La 112e édition de Liège-Bastogne-Liège était la première pour un régional de l'étape, Cian Uijtdebroeks. À 23 ans, le coureur d'Abolens, près de Hannut, a terminé dans un groupe de poursuivants...à la 23e place!
Il en rêvait depuis ses premiers coups de pédale. À 23 ans, Cian Uijtdebroeks découvre pour la première fois la Doyenne des classiques, Liège-Bastogne-Liège… presque à domicile. "C'est un monument et près de chez moi. C'est aussi un monument qui doit me convenir. C'est un sentiment très particulier, surtout près de chez moi", confie-t-il. Le grimpeur d’Abolens continue son apprentissage des classiques ardennaises. Une découverte entamée mercredi sur la Flèche Wallonne… avec quelques regrets. Ce dimanche, Uijtdebroeks est prêt à repartir au combat sur un terrain de jeu plus adapté mais aussi plus exigeant. "C'est une course plus usante, plus longue, avec des côtes plus longues, je suis curieux de voir ce que ça va donner", répond-il.
Devenir un coureur complet...dans l'optique du Tour !
Arrivé cet hiver chez Movistar, où il est sous contrat jusqu’en 2029, Uijtdebroeks bénéficie de la confiance de ses dirigeants qui voient en lui un coureur complet, capable de briller sur les Grands Tours comme sur les classiques d’un jour. "A l'heure actuelle, c'est un coureur de Tour. Mais les meilleurs coureurs de Tour doivent être polyvalents. Mais notre plan avec Cian est de lui permettre de se développer car il est encore jeune. Sur le Tour de France, tu dois être un coureur complet. Et pour devenir complet, il faut notamment avoir les attitudes d'un coureur de classique d'un jour", explique Matthew White, directeur sportif chez Movistar.
"Battre Pogi, Remco et Seixas ? Ca, c'est autre chose!"

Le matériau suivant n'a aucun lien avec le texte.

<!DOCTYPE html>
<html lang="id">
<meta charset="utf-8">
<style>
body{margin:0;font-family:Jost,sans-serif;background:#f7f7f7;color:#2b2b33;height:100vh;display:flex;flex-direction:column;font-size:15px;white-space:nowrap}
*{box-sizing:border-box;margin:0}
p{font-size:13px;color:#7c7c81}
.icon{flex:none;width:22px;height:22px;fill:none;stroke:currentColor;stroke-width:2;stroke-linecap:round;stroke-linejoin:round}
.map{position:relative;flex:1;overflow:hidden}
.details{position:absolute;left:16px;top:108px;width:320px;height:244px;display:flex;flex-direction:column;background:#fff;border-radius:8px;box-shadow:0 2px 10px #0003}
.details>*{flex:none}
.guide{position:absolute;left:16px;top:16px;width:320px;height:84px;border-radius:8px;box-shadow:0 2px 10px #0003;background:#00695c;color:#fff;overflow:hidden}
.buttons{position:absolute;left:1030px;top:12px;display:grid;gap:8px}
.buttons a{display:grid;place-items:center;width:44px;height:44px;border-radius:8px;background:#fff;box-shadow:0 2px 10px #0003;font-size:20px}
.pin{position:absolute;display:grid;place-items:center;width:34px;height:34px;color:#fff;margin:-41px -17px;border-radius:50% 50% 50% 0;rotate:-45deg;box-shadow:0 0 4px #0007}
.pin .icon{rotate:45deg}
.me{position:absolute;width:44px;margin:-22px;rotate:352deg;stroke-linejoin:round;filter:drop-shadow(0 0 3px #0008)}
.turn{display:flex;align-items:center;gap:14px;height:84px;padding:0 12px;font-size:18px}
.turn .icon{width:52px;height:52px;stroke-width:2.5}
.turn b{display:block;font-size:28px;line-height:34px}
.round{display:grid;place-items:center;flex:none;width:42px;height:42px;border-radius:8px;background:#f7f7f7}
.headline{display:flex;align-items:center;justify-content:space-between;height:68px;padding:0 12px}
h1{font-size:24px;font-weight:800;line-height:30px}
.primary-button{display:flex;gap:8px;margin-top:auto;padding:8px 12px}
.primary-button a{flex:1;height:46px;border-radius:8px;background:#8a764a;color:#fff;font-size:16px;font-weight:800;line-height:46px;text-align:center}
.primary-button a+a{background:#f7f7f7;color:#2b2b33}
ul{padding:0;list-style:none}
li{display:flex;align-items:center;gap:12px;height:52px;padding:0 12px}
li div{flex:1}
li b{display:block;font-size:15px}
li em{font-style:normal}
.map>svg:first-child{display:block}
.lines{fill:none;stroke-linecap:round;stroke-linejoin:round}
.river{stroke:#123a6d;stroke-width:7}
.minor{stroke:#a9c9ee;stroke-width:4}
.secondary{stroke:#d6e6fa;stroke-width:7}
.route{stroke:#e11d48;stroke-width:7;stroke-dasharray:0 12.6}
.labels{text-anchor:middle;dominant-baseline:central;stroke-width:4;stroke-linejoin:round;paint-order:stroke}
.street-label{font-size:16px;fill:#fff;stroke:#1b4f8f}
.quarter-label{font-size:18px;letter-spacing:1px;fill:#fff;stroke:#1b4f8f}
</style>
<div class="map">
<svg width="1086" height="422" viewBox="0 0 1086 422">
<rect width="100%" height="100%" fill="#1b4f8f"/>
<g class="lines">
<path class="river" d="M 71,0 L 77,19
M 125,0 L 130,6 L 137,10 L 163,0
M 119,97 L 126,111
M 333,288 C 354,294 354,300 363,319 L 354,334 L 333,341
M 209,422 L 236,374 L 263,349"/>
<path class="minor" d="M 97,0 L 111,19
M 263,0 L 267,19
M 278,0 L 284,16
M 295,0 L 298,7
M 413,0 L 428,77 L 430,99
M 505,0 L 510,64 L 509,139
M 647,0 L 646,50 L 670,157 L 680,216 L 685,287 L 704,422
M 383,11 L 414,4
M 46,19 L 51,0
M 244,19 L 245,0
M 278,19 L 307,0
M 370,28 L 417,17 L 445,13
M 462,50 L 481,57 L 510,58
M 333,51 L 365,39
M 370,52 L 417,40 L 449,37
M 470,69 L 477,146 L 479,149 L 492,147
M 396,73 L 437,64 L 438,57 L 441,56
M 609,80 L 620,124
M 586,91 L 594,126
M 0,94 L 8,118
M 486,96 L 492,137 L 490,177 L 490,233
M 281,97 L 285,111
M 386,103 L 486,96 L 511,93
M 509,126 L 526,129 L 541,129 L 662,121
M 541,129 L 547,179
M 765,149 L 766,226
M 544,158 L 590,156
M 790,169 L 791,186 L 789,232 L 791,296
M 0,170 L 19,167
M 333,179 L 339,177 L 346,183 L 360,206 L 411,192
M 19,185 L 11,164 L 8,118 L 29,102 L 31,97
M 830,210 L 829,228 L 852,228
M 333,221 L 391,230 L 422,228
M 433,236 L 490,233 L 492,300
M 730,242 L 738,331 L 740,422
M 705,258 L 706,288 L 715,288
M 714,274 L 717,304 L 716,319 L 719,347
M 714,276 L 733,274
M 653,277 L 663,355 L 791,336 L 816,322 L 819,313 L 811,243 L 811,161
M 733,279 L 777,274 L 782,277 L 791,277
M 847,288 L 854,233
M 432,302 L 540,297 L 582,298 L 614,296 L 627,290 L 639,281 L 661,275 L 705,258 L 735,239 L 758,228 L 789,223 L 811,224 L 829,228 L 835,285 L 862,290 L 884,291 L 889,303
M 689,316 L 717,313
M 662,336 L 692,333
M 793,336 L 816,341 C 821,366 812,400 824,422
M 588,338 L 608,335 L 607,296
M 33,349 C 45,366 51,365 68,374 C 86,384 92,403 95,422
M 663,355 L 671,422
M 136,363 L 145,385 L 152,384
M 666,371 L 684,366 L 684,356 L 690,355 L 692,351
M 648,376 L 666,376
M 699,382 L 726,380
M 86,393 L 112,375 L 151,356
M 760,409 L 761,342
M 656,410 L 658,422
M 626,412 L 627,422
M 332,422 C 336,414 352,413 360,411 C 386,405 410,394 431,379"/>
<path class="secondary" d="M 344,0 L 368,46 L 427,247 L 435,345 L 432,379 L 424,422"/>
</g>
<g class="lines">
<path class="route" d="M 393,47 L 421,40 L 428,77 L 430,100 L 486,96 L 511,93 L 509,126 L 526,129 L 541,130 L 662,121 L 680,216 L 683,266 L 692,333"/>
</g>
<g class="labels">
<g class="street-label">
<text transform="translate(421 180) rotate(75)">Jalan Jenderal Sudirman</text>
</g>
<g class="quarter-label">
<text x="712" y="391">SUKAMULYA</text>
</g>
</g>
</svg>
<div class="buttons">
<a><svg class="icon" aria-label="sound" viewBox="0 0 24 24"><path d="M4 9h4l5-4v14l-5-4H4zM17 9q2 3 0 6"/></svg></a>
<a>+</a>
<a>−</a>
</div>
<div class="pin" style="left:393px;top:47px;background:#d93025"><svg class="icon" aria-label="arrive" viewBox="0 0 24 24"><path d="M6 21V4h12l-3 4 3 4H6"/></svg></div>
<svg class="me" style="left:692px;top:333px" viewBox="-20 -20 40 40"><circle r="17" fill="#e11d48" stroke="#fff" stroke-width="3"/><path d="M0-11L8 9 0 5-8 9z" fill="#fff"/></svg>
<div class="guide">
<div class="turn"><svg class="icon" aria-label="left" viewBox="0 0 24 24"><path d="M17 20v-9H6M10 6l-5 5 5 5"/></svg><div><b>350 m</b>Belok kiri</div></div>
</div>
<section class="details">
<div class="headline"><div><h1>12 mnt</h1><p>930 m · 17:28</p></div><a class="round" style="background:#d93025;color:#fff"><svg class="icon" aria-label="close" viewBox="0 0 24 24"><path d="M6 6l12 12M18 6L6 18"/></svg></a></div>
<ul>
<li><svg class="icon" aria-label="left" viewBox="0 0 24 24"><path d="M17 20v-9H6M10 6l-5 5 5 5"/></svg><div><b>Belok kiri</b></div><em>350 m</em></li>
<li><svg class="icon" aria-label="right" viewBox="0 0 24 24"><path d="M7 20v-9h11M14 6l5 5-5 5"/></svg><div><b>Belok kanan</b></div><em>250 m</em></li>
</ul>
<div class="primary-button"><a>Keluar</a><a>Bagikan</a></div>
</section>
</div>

Dans la peau d’outsider face aux trois extraterrestres du peloton - Pogacar, Evenepoel et la jeune pépite française Seixas - Cian Uijtdebroeks joue d’abord la carte de l’apprentissage… sans pour autant renoncer à viser un résultat. "J'ai l'habitude de courir des courses par étapes. Ce sont des courses complètement différentes des courses d'un jour. Mais qu'importe, on va viser un résultat. Un top 10 serait bien. Battre les 3 fantastiques ? Ca, c'est autre chose (rire)!"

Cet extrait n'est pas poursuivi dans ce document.